Energy recovery and GHG impact assessment of biomass, polymers, and coal

By Dr. A.C. (Thanos) Bourtsalas
Earth and Environmental Engineering, Columbia University, New York, NY, 10027, USA
Earth Engineering Center, Columbia University, New York, NY, 10027, USA

Journal: Energy, Volume 285, 15 December 2023, 129393

Dr. Thanos Bourtsalas (PhD) acting Director of the Earth Engineering Center of Columbia University, has released a new paper “Energy recovery and GHG impact assessment of biomass, polymers, and coal” which has been published in “Energy” an international, multi-disciplinary journal in energy engineering and research. The journal covers research in mechanical engineering and thermal sciences, with a strong focus on energy analysis, energy modelling and prediction, integrated energy systems, energy planning and energy management. The journal also welcomes papers on related topics such as energy conservation, energy efficiency, biomass and bioenergy, renewable energy, electricity supply and demand, energy storage, energy in buildings, and on economic and policy issues, provided such topics are within the context of the broader multi-disciplinary scope of Energy.

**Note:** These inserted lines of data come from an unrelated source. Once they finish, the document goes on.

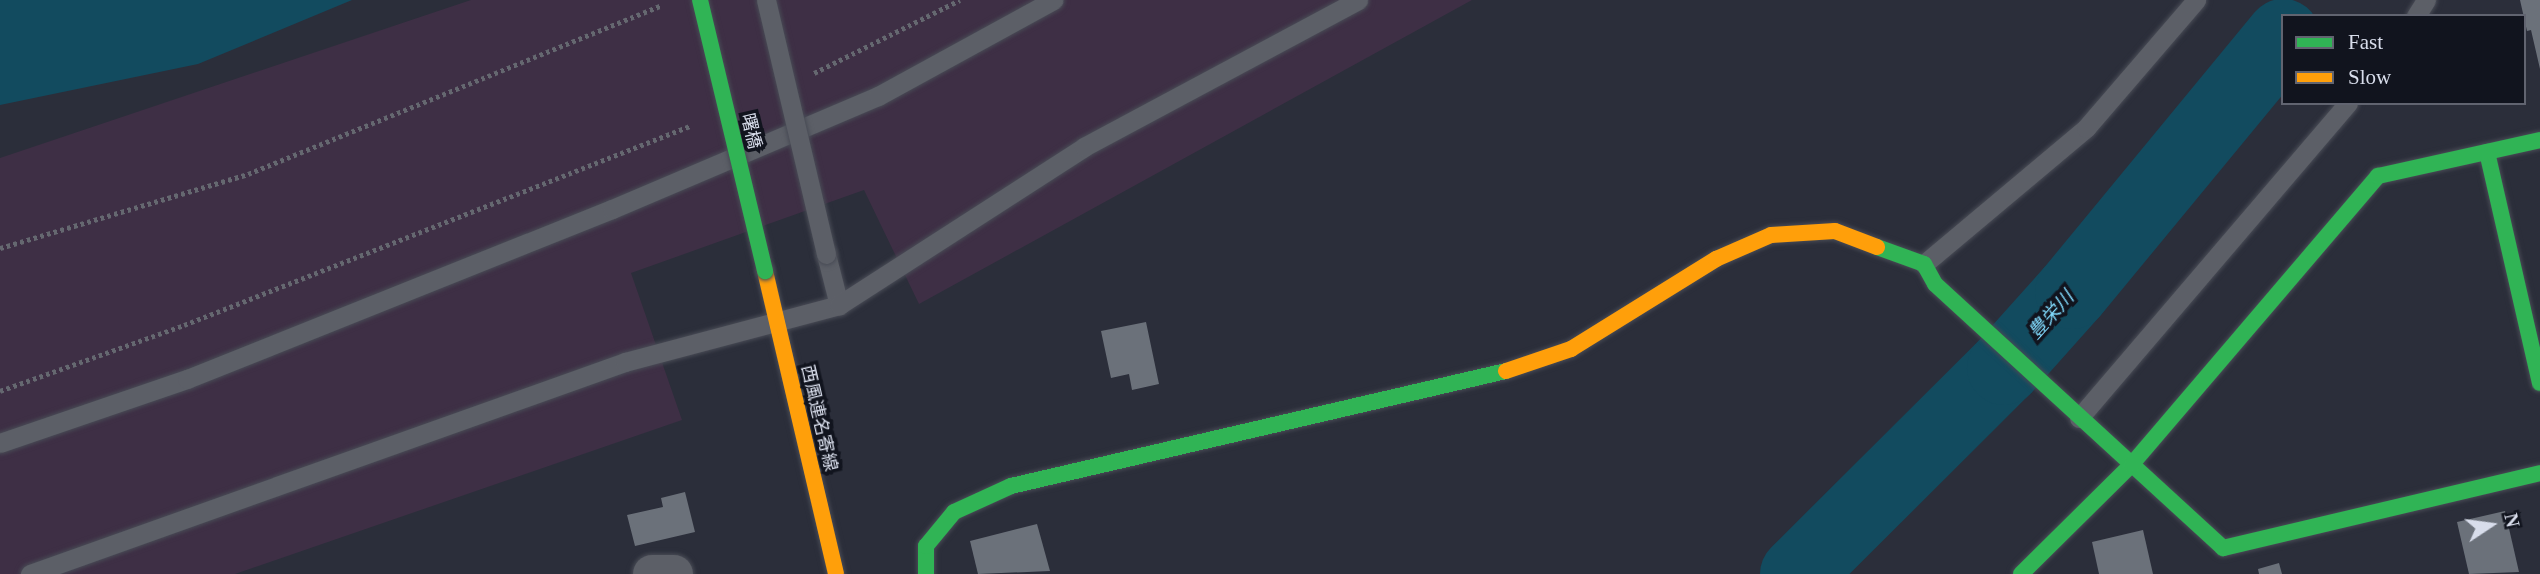 <!DOCTYPE html>
<html>
<head>
<meta charset="utf-8">
<style>
	body { margin:0 }
	#map { position:relative; width:2540px; height:574px; overflow:hidden; background:#2b2e3a; font-family:"Times New Roman","Noto Sans JP",serif }
	div>[style] { position:absolute }
	[style*='--x'] { left:calc(var(--x)*1px); top:calc(var(--y)*1px); width:calc(var(--w)*1px); rotate:calc(var(--a)*1deg) }
	.green>* { inset:0; background:#3e2f45 }
	.water>* { inset:0; background:#124b5f }
	.river>* { height:74px; margin:-37px; padding:0 37px; transform-origin:37px; border-radius:37px; background:#124b5f }
	.building>* { inset:0; background:#6b717a }
	.path>* { height:4.5px; margin-top:-2.25px; transform-origin:0; background:repeating-linear-gradient(90deg,#656870 0 3.5px,transparent 0 7px) }
	.roads { filter:drop-shadow(0 0 2px #484b55) drop-shadow(0 0 2px #484b55) }
	.lane>* { height:19px; margin:-9.5px; padding:0 9.5px; transform-origin:9.5px; border-radius:9.5px; background:#5c5f67 }
	.street>* { height:38px; margin:-19px; padding:0 19px; transform-origin:19px; border-radius:19px; background:#5c5f67 }
	.fast>* { height:16px; margin:-8px; padding:0 8px; transform-origin:8px; border-radius:8px; background:#30b455 }
	.slow>* { height:16px; margin:-8px; padding:0 8px; transform-origin:8px; border-radius:8px; background:#ff9f0a }
	.bridges { filter:drop-shadow(0 0 2px #484b55) drop-shadow(0 0 2px #484b55) }
	.lane-bridge>* { height:19px; margin:-9.5px; padding:0 9.5px; transform-origin:9.5px; border-radius:9.5px; background:#5c5f67 }
	.fast-bridge>* { height:16px; margin:-8px; padding:0 8px; transform-origin:8px; border-radius:8px; background:#30b455 }
	span { translate:-50% -50%; white-space:nowrap; text-align:center; line-height:1.15; -webkit-text-stroke:7px #11141e; paint-order:stroke }
	.street-label { font-size:18px; color:#d8ddeb }
	.water-label { font-size:19px; color:#81dbfe; font-style:italic }
	.legend { position:absolute; left:2281px; top:14px; width:245px; height:91px; box-sizing:border-box; background:#11141e; border:2px solid #616470; margin:0; padding:9px 12px; list-style:none; font-size:21px; color:#d8ddeb }
	.legend li { display:flex; align-items:center; gap:14px; height:35px }
	.legend b { width:35px; border:2px solid #616470 }
	.north { position:absolute; left:2456px; top:490px; width:70px; height:70px; -webkit-text-stroke:5px #11141e; paint-order:stroke; rotate:77deg; font-size:19px; font-weight:700; line-height:28px; text-align:center; color:#d8ddeb }
	.north::after { content:''; display:block; margin:auto; width:24px; height:32px; background:#d8ddeb; clip-path:polygon(50% 0,100% 100%,50% 72%,0 100%) }
</style>
</head>
<body>
<div id="map">
	<div class="green">
		<div style="clip-path:polygon(471px 0,1472px 0,919px 304px,864px 190px,631px 273px,682px 420px,235px 574px,0 574px,0 158px)"></div>
	</div>
	<div class="water">
		<div style="clip-path:polygon(0 0,352px 0,198px 64px,0 105px)"></div>
	</div>
	<div class="river">
		<div style="--x:1797;--y:574;--w:292;--a:-44.9"></div>
		<div style="--x:2004;--y:368;--w:102;--a:-48.2"></div>
		<div style="--x:2072;--y:292;--w:332;--a:-50.5"></div>
	</div>
	<div class="building">
		<div style="clip-path:polygon(2520px 0,2540px 0,2540px 69px,2531px 30px,2527px 31px)"></div>
		<div style="clip-path:polygon(1146px 322px,1159px 384px,1132px 390px,1129px 374px,1111px 378px,1101px 331px)"></div>
		<div style="clip-path:polygon(685px 492px,695px 532px,635px 546px,627px 515px,663px 507px,661px 498px)"></div>
		<div style="clip-path:polygon(2505px 511px,2519px 572px,2469px 574px,2457px 522px)"></div>
		<div style="clip-path:polygon(1037px 524px,1050px 571px,978px 574px,970px 541px)"></div>
		<div style="clip-path:polygon(2143px 530px,2153px 574px,2099px 574px,2092px 542px)"></div>
		<div style="clip-path:polygon(2279px 563px,2282px 574px,2259px 574px,2258px 569px)"></div>
	</div>
	<div class="path">
		<div style="--x:814;--y:73;--w:163;--a:-26.6"></div>
		<div style="--x:0;--y:248;--w:259;--a:-16.6"></div>
		<div style="--x:248;--y:174;--w:447;--a:-22.2"></div>
		<div style="--x:0;--y:391;--w:195;--a:-19.7"></div>
		<div style="--x:184;--y:325;--w:544;--a:-21.47"></div>
	</div>
	<div class="roads">
		<div class="lane">
			<div style="--x:2416;--y:16;--w:19;--a:-58"></div>
			<div style="--x:826;--y:254;--w:53;--a:75.7"></div>
			<div style="--x:1924;--y:264;--w:212;--a:-40"></div>
			<div style="--x:2086;--y:128;--w:169;--a:-49.3"></div>
			<div style="--x:2079;--y:418;--w:414;--a:-49.5"></div>
			<div style="--x:0;--y:443;--w:198;--a:-18.9"></div>
			<div style="--x:187;--y:379;--w:458;--a:-21.8"></div>
			<div style="--x:612;--y:209;--w:289;--a:-23"></div>
			<div style="--x:878;--y:96;--w:200;--a:-28.7"></div>
			<div style="--x:30;--y:574;--w:632;--a:-19.61"></div>
			<div style="--x:625;--y:362;--w:221;--a:-14.9"></div>
			<div style="--x:839;--y:305;--w:292;--a:-32.8"></div>
			<div style="--x:1084;--y:147;--w:311;--a:-28.2"></div>
		</div>
		<div class="street">
			<div style="--x:652;--y:574;--w:22;--a:0"></div>
		</div>
		<div class="fast">
			<div style="--x:2487;--y:152;--w:237;--a:77.1"></div>
			<div style="--x:1877;--y:247;--w:50;--a:19.9"></div>
			<div style="--x:1924;--y:264;--w:23;--a:61"></div>
			<div style="--x:1935;--y:284;--w:391;--a:42.5"></div>
			<div style="--x:2223;--y:548;--w:326;--a:-13.3"></div>
			<div style="--x:926;--y:574;--w:28;--a:-90"></div>
			<div style="--x:926;--y:546;--w:44;--a:-50.5"></div>
			<div style="--x:954;--y:512;--w:63;--a:-24.5"></div>
			<div style="--x:1011;--y:486;--w:508;--a:-13.08"></div>
			<div style="--x:2021;--y:574;--w:156;--a:-44.7"></div>
			<div style="--x:2132;--y:464;--w:379;--a:-49.5"></div>
			<div style="--x:2378;--y:176;--w:166;--a:-12.5"></div>
		</div>
		<div class="slow">
			<div style="--x:765;--y:271;--w:311;--a:76.8"></div>
			<div style="--x:1506;--y:371;--w:69;--a:-18.7"></div>
			<div style="--x:1571;--y:349;--w:171;--a:-31.8"></div>
			<div style="--x:1716;--y:259;--w:60;--a:-23.6"></div>
			<div style="--x:1771;--y:235;--w:64;--a:-3.6"></div>
			<div style="--x:1835;--y:231;--w:45;--a:20.9"></div>
		</div>
	</div>
	<div class="bridges">
		<div class="lane-bridge">
			<div style="--x:766;--y:0;--w:261;--a:76.7"></div>
		</div>
		<div class="fast-bridge">
			<div style="--x:700;--y:0;--w:279;--a:76.5"></div>
		</div>
	</div>
	<div class="street-label">
		<span style="left:751px;top:131px;rotate:77deg">曙橋</span>
		<span style="left:819px;top:418px;rotate:77deg">西風連名寄線</span>
	</div>
	<div class="water-label">
		<span style="left:2051px;top:315px;rotate:-48deg">豊栄川</span>
	</div>
	<ul class="legend">
	<li><b style="height:9px;background:#30b455"></b>Fast</li>
	<li><b style="height:9px;background:#ff9f0a"></b>Slow</li>
	</ul>
	<div class="north">N</div>
</div>
</body>
</html>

This article evaluates over 200 different materials, including biomass, polymers, and coal. It assesses their energy potential and GHG impacts under thermal and anaerobic conditions.

Abstract:
In recent decades, rising energy consumption, population growth, and material production have contributed to environmental degradation. Harnessing the chemical energy in these materials in a circular economy can mitigate these issues. While recycling processes recover valuable constituents, significant post-recycling fractions remain viable for energy recovery. This study investigates the energy recovery potential from biomass materials via combustion, gasification, and anaerobic treatment, and from polymers and coal through combustion and gasification. Some materials not typically considered for combustion, such as food and green waste, are included due to their potential processing in combustion plants. Using thermodynamic principles, we assess the limits and opportunities for sustainable energy recovery across 200 materials, identifying correlations between the heating value and compositional analyses. The study also estimates the potential products and environmental impacts of energy production from these materials. Despite their lower heating value, biomass materials offer considerable net carbon reductions, but land use, water consumption, public health issues, and feedstock supply risks warrant consideration. Biomass combustion yields lower carbon emissions than polymer or coal combustion. Biomass and polymer gasification show high potential due to their higher H₂/CO ratios. Anaerobic treatment of biomass materials generates significant methane, offering modest energy output. Synthetic polymers possess high heating values, comparable to fossil fuels, and provide net CO₂ emission benefits, although substantially lower than those of biomass materials. Biomass combustion or gasification results in significantly lower NO_x and SO_x emissions compared to polymers and coal. Accounting for energy output, biomass gasification generates the lowest emissions per MJ.